In his book, Jimmy Connors Save My Life, Joel Drucker recounts a story from Connors’ juniors career. An opponent was concerned because he’d heard that Connors cheated on line calls. He decided to wait until Connors actually cheated before he called a linesman. While he was warming up for the match he heard Connors’ mother ask Jimmy, “We hear this guy cheats. Do you want me to get a linesman?”
Connors’ mother chose a coach for her son who had an outsider status she could relate to: Pancho Segura.
We know where Jimmy Connors learned to win tennis matches by any means necessary but what is Lleyton Hewitt’s excuse? His parents seem to be perfectly nice people. They don’t run onto the court after a match like Maria Sharapova’s father, they haven’t been banned from tournaments like Jelena Dokic’s father, they don’t hold up signs during the match or make incendiary comments to the press like Richard Williams. What is Lleyton’s problem?

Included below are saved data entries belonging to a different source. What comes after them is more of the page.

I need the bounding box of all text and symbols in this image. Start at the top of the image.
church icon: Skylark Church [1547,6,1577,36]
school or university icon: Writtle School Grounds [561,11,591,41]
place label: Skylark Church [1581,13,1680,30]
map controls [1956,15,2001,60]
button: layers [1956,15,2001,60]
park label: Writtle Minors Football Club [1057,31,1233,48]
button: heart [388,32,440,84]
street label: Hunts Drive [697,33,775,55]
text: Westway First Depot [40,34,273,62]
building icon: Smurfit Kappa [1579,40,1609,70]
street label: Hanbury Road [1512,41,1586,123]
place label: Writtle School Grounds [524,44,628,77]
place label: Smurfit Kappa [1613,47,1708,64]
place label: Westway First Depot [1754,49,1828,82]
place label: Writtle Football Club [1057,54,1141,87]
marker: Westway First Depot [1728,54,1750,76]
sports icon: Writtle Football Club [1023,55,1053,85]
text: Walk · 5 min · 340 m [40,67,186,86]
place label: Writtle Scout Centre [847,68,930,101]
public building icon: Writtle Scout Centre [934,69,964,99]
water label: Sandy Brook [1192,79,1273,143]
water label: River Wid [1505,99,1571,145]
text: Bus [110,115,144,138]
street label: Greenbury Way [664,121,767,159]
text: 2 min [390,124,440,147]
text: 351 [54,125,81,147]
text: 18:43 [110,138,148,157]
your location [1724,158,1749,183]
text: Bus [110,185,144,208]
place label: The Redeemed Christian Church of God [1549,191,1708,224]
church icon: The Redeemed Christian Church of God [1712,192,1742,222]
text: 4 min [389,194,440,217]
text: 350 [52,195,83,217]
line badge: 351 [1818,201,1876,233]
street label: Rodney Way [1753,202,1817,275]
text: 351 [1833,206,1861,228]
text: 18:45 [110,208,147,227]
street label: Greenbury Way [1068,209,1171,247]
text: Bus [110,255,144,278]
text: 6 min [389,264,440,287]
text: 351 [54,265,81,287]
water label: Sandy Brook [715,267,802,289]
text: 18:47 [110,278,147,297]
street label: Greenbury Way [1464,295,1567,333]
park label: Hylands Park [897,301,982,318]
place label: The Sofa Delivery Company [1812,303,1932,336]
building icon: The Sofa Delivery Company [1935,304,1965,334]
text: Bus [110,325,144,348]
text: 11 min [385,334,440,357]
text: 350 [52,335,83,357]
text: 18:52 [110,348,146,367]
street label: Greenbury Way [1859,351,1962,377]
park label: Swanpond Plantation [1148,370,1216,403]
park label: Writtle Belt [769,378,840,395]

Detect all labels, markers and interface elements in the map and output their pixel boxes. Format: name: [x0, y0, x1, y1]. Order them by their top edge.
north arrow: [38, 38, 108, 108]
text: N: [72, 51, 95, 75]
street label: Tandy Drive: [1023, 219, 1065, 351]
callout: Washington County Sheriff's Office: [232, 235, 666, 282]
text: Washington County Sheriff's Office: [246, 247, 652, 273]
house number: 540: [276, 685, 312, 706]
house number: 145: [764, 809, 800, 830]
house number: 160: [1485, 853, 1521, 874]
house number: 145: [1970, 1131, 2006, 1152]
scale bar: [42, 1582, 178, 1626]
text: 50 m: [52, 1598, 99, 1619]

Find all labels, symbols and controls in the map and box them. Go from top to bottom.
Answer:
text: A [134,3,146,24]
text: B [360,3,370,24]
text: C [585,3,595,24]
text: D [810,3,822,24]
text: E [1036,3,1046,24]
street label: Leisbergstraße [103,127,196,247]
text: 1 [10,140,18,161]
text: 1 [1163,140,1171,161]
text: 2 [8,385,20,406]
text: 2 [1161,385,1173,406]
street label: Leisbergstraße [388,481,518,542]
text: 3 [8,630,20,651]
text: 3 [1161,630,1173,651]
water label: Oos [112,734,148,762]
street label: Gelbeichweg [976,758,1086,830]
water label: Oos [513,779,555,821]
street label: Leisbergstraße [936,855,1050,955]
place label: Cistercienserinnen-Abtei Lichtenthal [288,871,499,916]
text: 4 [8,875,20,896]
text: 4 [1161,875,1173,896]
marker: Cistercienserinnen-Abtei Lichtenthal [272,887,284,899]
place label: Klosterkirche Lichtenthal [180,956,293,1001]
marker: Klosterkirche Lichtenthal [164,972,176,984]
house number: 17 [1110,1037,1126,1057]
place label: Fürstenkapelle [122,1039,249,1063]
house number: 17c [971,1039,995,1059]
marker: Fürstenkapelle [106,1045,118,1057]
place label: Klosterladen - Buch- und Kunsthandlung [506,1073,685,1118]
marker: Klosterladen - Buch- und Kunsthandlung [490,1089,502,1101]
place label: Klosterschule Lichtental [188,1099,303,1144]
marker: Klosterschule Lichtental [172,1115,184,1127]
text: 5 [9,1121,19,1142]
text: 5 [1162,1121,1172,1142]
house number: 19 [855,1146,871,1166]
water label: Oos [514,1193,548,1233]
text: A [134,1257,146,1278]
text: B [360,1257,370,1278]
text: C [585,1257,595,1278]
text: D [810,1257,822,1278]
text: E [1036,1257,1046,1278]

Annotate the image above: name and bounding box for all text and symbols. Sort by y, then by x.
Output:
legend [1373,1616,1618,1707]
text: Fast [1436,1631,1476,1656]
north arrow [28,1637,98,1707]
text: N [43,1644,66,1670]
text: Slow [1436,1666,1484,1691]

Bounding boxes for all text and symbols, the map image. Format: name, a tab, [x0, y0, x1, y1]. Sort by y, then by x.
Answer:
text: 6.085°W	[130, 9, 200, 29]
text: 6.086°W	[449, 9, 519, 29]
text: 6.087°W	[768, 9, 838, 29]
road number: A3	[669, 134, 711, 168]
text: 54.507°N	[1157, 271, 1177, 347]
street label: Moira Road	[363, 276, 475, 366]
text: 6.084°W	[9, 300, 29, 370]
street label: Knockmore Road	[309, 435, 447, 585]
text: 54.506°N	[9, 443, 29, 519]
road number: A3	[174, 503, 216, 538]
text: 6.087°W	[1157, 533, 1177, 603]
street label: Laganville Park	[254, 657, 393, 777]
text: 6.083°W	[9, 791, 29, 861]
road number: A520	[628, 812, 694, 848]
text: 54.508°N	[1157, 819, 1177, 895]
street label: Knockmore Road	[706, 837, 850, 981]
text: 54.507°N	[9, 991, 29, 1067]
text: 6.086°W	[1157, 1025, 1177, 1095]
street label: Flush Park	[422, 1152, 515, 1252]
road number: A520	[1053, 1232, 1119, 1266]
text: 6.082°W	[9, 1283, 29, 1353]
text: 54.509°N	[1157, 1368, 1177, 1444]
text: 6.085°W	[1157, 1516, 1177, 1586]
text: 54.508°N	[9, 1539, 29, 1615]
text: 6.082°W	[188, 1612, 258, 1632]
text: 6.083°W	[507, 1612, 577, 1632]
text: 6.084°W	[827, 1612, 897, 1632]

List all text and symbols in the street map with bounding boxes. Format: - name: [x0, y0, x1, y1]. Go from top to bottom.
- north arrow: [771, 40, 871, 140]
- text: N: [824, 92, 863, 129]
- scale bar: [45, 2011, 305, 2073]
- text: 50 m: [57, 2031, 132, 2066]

He applauds his opponent’s errors, plays to his fanatical fans and ignores his opponent, he celebrates with the lawnmower and he flashes the vicht. Opponents have spat at him and tried to drill him on the fly with their serve. Even a gracious competitor like Andy Roddick took an illegally long clothing break in a grand slam semifinal to piss Hewitt off.
Didn’t work. He’s a runt. He’s the kid who is too small and slams and smashes his way to the top to prove everyone wrong. He has the same attitude as Connors: there is my crew and there is everyone else. And everyone else is the enemy.
He is supremely combative, fighting drives him. Here is a guy who was the youngest man to reach the number one ranking, at age 20, dropped all the way back to a ranking of seventeen and recreated his game to get back to a solid number two. Before, he had to spin his serve wide to find an ace. Now he regularly busts aces down the middle. The only player in the top ten with more aces is Andy Roddick. He used to be allergic to the net. Now he attacks regularly.
Let’s see how he gets into it with Guillermo Coria of Argentina in the 2005 Davis Cup quarterfinal in Sydney, Australia.
It starts out innocently enough. Serving at 1-1, 15-0, Hewitt hits a running passing shot down the line and lets out his first “come aaaaawn”. Coria applauds the shot. Coria is pissed off but not at Hewitt. The Aussies have laid down a grass court on top of the Har Tru court and it’s damp so Coria is slipping. He also probably doesn’t appreciate the drug paraphernalia on the t-shirts worn by Hewitt’s Fanatics, a reference to the suspiciously high number of drug tests by South American players, including Coria.
Hewitt is making a lot of errors and loses his serve in the fifth game. He may be feeling pressure because he’s the only good Aussie player. His teammate, Wayne Arthurs, is not likely to beat Davide Nalbandian. Sad to say, given its illustrious history, Australia has only two players in the top 100.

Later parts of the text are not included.